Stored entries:
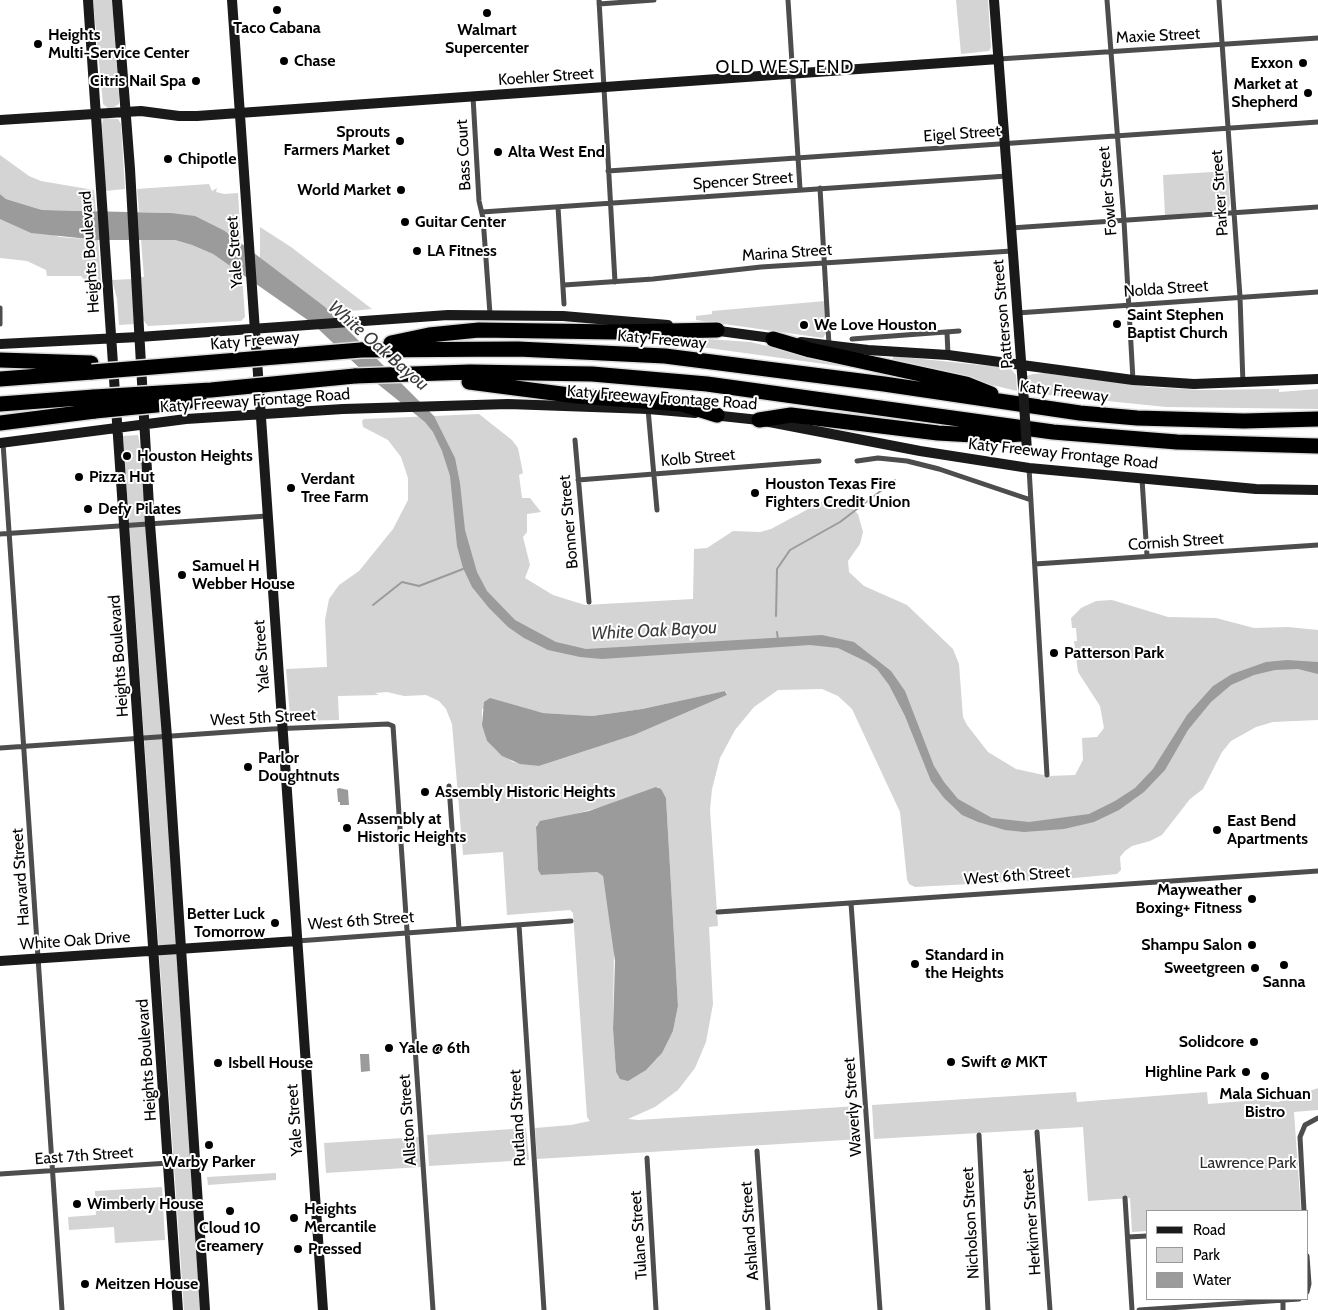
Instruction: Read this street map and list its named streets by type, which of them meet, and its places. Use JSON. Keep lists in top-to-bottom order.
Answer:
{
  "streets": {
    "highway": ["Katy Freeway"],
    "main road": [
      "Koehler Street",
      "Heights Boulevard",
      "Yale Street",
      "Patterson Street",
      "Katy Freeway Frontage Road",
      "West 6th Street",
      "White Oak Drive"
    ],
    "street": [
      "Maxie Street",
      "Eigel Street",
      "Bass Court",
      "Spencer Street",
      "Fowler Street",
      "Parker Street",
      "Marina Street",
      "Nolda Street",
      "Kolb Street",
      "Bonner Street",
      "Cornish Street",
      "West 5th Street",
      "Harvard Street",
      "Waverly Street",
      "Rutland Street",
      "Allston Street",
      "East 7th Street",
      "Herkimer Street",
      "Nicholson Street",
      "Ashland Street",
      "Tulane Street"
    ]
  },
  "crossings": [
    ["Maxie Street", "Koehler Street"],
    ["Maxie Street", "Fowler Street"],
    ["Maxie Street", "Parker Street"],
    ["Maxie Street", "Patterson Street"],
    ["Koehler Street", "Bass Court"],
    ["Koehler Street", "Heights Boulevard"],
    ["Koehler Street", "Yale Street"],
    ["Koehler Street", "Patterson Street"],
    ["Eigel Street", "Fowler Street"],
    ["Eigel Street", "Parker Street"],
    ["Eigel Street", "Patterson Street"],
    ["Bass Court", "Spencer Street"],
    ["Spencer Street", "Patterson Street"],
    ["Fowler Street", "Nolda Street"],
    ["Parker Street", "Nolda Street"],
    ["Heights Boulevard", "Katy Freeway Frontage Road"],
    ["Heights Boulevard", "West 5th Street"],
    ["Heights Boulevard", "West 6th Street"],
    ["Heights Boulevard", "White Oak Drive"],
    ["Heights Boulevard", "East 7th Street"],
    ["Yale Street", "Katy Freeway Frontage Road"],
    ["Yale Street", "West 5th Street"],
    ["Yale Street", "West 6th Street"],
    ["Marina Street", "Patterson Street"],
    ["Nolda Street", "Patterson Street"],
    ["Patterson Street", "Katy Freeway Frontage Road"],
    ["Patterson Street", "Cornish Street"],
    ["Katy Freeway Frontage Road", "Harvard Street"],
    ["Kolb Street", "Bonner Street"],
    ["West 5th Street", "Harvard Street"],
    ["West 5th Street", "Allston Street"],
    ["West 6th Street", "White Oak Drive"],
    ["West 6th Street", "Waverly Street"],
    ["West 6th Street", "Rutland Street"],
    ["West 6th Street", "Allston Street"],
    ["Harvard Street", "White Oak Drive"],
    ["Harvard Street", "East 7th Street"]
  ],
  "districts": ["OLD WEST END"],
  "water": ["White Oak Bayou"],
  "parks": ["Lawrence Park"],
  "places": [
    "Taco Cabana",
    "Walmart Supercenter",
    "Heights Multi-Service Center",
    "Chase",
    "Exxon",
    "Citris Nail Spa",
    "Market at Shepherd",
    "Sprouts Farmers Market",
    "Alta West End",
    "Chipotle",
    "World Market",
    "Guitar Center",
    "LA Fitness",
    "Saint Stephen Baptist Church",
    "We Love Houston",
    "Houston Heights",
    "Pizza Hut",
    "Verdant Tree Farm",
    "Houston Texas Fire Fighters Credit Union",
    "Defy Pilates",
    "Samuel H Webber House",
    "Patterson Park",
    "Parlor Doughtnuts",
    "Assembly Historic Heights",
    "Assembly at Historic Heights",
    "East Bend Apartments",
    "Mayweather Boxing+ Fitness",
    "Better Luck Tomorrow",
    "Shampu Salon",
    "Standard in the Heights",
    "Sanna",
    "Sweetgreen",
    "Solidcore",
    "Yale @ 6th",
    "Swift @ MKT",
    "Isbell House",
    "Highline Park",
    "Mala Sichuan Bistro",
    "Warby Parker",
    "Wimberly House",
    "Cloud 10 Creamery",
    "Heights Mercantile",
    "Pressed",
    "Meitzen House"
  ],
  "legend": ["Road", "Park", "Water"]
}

## WHAT NEEDS TO BE DONE
Type out the data above again exactly as written, minus the images.

## ANSWER TO THIS TASK
Instruction: Read this street map and list its named streets by type, which of them meet, and its places. Use JSON. Keep lists in top-to-bottom order.
Answer:
{
  "streets": {
    "highway": ["Katy Freeway"],
    "main road": [
      "Koehler Street",
      "Heights Boulevard",
      "Yale Street",
      "Patterson Street",
      "Katy Freeway Frontage Road",
      "West 6th Street",
      "White Oak Drive"
    ],
    "street": [
      "Maxie Street",
      "Eigel Street",
      "Bass Court",
      "Spencer Street",
      "Fowler Street",
      "Parker Street",
      "Marina Street",
      "Nolda Street",
      "Kolb Street",
      "Bonner Street",
      "Cornish Street",
      "West 5th Street",
      "Harvard Street",
      "Waverly Street",
      "Rutland Street",
      "Allston Street",
      "East 7th Street",
      "Herkimer Street",
      "Nicholson Street",
      "Ashland Street",
      "Tulane Street"
    ]
  },
  "crossings": [
    ["Maxie Street", "Koehler Street"],
    ["Maxie Street", "Fowler Street"],
    ["Maxie Street", "Parker Street"],
    ["Maxie Street", "Patterson Street"],
    ["Koehler Street", "Bass Court"],
    ["Koehler Street", "Heights Boulevard"],
    ["Koehler Street", "Yale Street"],
    ["Koehler Street", "Patterson Street"],
    ["Eigel Street", "Fowler Street"],
    ["Eigel Street", "Parker Street"],
    ["Eigel Street", "Patterson Street"],
    ["Bass Court", "Spencer Street"],
    ["Spencer Street", "Patterson Street"],
    ["Fowler Street", "Nolda Street"],
    ["Parker Street", "Nolda Street"],
    ["Heights Boulevard", "Katy Freeway Frontage Road"],
    ["Heights Boulevard", "West 5th Street"],
    ["Heights Boulevard", "West 6th Street"],
    ["Heights Boulevard", "White Oak Drive"],
    ["Heights Boulevard", "East 7th Street"],
    ["Yale Street", "Katy Freeway Frontage Road"],
    ["Yale Street", "West 5th Street"],
    ["Yale Street", "West 6th Street"],
    ["Marina Street", "Patterson Street"],
    ["Nolda Street", "Patterson Street"],
    ["Patterson Street", "Katy Freeway Frontage Road"],
    ["Patterson Street", "Cornish Street"],
    ["Katy Freeway Frontage Road", "Harvard Street"],
    ["Kolb Street", "Bonner Street"],
    ["West 5th Street", "Harvard Street"],
    ["West 5th Street", "Allston Street"],
    ["West 6th Street", "White Oak Drive"],
    ["West 6th Street", "Waverly Street"],
    ["West 6th Street", "Rutland Street"],
    ["West 6th Street", "Allston Street"],
    ["Harvard Street", "White Oak Drive"],
    ["Harvard Street", "East 7th Street"]
  ],
  "districts": ["OLD WEST END"],
  "water": ["White Oak Bayou"],
  "parks": ["Lawrence Park"],
  "places": [
    "Taco Cabana",
    "Walmart Supercenter",
    "Heights Multi-Service Center",
    "Chase",
    "Exxon",
    "Citris Nail Spa",
    "Market at Shepherd",
    "Sprouts Farmers Market",
    "Alta West End",
    "Chipotle",
    "World Market",
    "Guitar Center",
    "LA Fitness",
    "Saint Stephen Baptist Church",
    "We Love Houston",
    "Houston Heights",
    "Pizza Hut",
    "Verdant Tree Farm",
    "Houston Texas Fire Fighters Credit Union",
    "Defy Pilates",
    "Samuel H Webber House",
    "Patterson Park",
    "Parlor Doughtnuts",
    "Assembly Historic Heights",
    "Assembly at Historic Heights",
    "East Bend Apartments",
    "Mayweather Boxing+ Fitness",
    "Better Luck Tomorrow",
    "Shampu Salon",
    "Standard in the Heights",
    "Sanna",
    "Sweetgreen",
    "Solidcore",
    "Yale @ 6th",
    "Swift @ MKT",
    "Isbell House",
    "Highline Park",
    "Mala Sichuan Bistro",
    "Warby Parker",
    "Wimberly House",
    "Cloud 10 Creamery",
    "Heights Mercantile",
    "Pressed",
    "Meitzen House"
  ],
  "legend": ["Road", "Park", "Water"]
}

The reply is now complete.